■ ABOUT THIS TASK:
Reproduce the data that follows precisely.

■ RECORDS SHOWN:
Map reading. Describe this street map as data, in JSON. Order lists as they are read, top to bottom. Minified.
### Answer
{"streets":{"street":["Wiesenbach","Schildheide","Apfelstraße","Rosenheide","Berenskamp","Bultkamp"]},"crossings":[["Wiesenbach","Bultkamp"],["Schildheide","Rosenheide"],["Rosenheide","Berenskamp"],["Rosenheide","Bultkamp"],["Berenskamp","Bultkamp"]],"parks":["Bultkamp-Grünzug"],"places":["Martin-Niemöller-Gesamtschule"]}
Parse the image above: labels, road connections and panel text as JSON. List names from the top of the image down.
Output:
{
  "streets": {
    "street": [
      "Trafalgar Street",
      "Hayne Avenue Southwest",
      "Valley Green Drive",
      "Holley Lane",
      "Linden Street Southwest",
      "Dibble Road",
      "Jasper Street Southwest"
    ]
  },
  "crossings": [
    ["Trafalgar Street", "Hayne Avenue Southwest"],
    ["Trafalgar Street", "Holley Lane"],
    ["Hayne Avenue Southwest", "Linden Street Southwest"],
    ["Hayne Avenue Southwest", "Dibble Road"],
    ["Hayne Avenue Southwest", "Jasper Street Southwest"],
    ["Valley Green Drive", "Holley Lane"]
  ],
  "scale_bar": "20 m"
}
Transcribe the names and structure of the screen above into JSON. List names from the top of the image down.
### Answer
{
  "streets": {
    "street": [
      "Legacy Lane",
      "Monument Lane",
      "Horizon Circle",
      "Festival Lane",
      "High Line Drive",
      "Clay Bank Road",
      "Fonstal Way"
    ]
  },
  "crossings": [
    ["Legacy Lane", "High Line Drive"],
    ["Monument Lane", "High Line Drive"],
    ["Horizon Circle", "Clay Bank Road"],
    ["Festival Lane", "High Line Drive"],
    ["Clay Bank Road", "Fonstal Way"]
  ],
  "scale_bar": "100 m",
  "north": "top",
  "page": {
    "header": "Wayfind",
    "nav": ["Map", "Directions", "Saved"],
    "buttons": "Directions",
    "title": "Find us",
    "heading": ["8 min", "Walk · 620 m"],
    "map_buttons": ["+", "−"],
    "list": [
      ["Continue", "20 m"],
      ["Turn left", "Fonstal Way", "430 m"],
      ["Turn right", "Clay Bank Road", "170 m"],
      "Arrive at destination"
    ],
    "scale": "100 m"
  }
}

■ ANSWER TO THIS EXERCISE:
Map reading. Describe this street map as data, in JSON. Order lists as they are read, top to bottom. Minified.
### Answer
{"streets":{"street":["Wiesenbach","Schildheide","Apfelstraße","Rosenheide","Berenskamp","Bultkamp"]},"crossings":[["Wiesenbach","Bultkamp"],["Schildheide","Rosenheide"],["Rosenheide","Berenskamp"],["Rosenheide","Bultkamp"],["Berenskamp","Bultkamp"]],"parks":["Bultkamp-Grünzug"],"places":["Martin-Niemöller-Gesamtschule"]}
Parse the image above: labels, road connections and panel text as JSON. List names from the top of the image down.
Output:
{
  "streets": {
    "street": [
      "Trafalgar Street",
      "Hayne Avenue Southwest",
      "Valley Green Drive",
      "Holley Lane",
      "Linden Street Southwest",
      "Dibble Road",
      "Jasper Street Southwest"
    ]
  },
  "crossings": [
    ["Trafalgar Street", "Hayne Avenue Southwest"],
    ["Trafalgar Street", "Holley Lane"],
    ["Hayne Avenue Southwest", "Linden Street Southwest"],
    ["Hayne Avenue Southwest", "Dibble Road"],
    ["Hayne Avenue Southwest", "Jasper Street Southwest"],
    ["Valley Green Drive", "Holley Lane"]
  ],
  "scale_bar": "20 m"
}
Transcribe the names and structure of the screen above into JSON. List names from the top of the image down.
### Answer
{
  "streets": {
    "street": [
      "Legacy Lane",
      "Monument Lane",
      "Horizon Circle",
      "Festival Lane",
      "High Line Drive",
      "Clay Bank Road",
      "Fonstal Way"
    ]
  },
  "crossings": [
    ["Legacy Lane", "High Line Drive"],
    ["Monument Lane", "High Line Drive"],
    ["Horizon Circle", "Clay Bank Road"],
    ["Festival Lane", "High Line Drive"],
    ["Clay Bank Road", "Fonstal Way"]
  ],
  "scale_bar": "100 m",
  "north": "top",
  "page": {
    "header": "Wayfind",
    "nav": ["Map", "Directions", "Saved"],
    "buttons": "Directions",
    "title": "Find us",
    "heading": ["8 min", "Walk · 620 m"],
    "map_buttons": ["+", "−"],
    "list": [
      ["Continue", "20 m"],
      ["Turn left", "Fonstal Way", "430 m"],
      ["Turn right", "Clay Bank Road", "170 m"],
      "Arrive at destination"
    ],
    "scale": "100 m"
  }
}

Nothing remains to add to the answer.